[Task to carry out]
Repeat the listing below in full and exactly, but without its pictures.

[Source data]
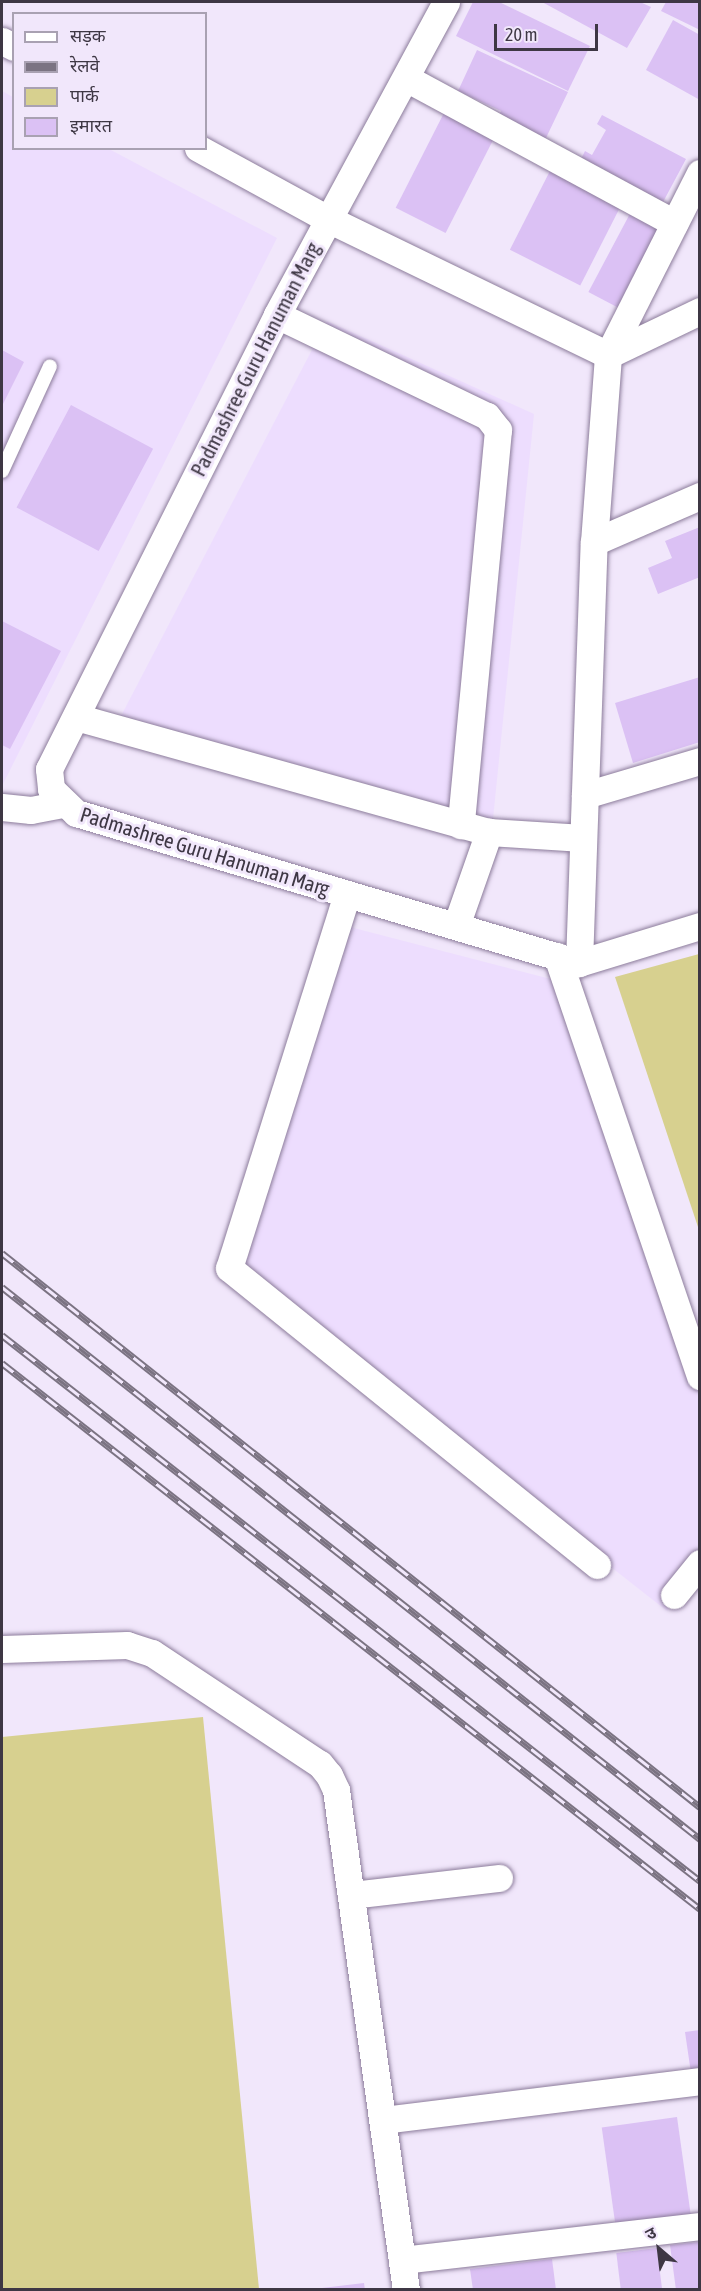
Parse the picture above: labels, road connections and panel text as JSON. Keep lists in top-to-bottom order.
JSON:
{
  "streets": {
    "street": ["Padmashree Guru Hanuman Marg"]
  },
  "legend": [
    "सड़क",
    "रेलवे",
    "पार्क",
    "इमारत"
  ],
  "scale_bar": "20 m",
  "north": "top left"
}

[Solution for this problem]
Parse the picture above: labels, road connections and panel text as JSON. Keep lists in top-to-bottom order.
JSON:
{
  "streets": {
    "street": ["Padmashree Guru Hanuman Marg"]
  },
  "legend": [
    "सड़क",
    "रेलवे",
    "पार्क",
    "इमारत"
  ],
  "scale_bar": "20 m",
  "north": "top left"
}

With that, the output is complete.